── Task input

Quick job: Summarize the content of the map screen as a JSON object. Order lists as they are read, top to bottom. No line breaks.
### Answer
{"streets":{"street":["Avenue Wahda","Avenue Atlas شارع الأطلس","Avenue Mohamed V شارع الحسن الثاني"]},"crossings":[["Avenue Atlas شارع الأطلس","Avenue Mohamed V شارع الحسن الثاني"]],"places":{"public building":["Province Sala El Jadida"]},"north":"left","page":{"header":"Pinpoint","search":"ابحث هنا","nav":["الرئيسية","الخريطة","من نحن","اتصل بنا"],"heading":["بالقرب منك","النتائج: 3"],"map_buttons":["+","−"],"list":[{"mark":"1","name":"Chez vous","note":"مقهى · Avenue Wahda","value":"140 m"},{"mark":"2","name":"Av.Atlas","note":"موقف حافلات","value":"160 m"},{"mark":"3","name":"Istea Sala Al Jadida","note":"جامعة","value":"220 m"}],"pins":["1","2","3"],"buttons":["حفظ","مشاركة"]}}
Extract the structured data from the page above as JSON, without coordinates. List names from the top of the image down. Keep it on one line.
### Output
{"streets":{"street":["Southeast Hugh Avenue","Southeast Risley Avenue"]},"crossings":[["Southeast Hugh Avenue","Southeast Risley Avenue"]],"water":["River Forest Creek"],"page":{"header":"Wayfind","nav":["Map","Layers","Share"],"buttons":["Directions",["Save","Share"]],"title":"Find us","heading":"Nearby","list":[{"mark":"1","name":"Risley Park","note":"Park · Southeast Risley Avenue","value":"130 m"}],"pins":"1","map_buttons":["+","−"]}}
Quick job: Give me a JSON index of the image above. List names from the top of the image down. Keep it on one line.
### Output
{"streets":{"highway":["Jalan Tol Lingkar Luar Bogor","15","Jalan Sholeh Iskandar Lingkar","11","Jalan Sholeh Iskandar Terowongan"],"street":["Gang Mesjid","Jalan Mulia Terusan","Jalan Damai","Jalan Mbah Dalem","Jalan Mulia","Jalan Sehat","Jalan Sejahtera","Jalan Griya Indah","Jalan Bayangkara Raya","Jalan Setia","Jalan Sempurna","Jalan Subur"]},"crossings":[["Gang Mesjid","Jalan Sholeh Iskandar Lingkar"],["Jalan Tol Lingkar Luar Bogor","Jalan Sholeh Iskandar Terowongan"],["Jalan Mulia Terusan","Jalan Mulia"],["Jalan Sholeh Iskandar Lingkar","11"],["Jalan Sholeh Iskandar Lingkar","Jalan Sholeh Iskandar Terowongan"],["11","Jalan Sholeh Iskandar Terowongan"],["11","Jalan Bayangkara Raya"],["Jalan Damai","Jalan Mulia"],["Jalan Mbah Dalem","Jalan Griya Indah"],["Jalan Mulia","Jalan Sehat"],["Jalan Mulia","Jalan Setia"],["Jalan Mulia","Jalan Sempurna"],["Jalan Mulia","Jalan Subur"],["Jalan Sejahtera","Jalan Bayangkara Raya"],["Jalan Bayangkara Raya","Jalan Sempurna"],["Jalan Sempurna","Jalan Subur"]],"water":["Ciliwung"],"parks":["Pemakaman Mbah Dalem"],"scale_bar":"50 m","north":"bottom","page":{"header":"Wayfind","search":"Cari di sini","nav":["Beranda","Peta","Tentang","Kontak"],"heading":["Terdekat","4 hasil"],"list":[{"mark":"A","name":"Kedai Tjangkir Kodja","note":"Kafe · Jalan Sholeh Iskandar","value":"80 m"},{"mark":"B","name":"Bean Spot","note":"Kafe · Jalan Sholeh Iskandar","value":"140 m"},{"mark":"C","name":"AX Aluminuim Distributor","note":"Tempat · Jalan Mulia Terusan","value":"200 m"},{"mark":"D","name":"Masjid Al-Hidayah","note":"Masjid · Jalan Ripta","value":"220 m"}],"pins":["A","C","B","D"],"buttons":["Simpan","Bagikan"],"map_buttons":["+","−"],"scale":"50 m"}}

────

§ **Task**:
What is the number of lines in the entries above that include the word "down"? Answer with that number alone.

§ **Answer for the task**:
2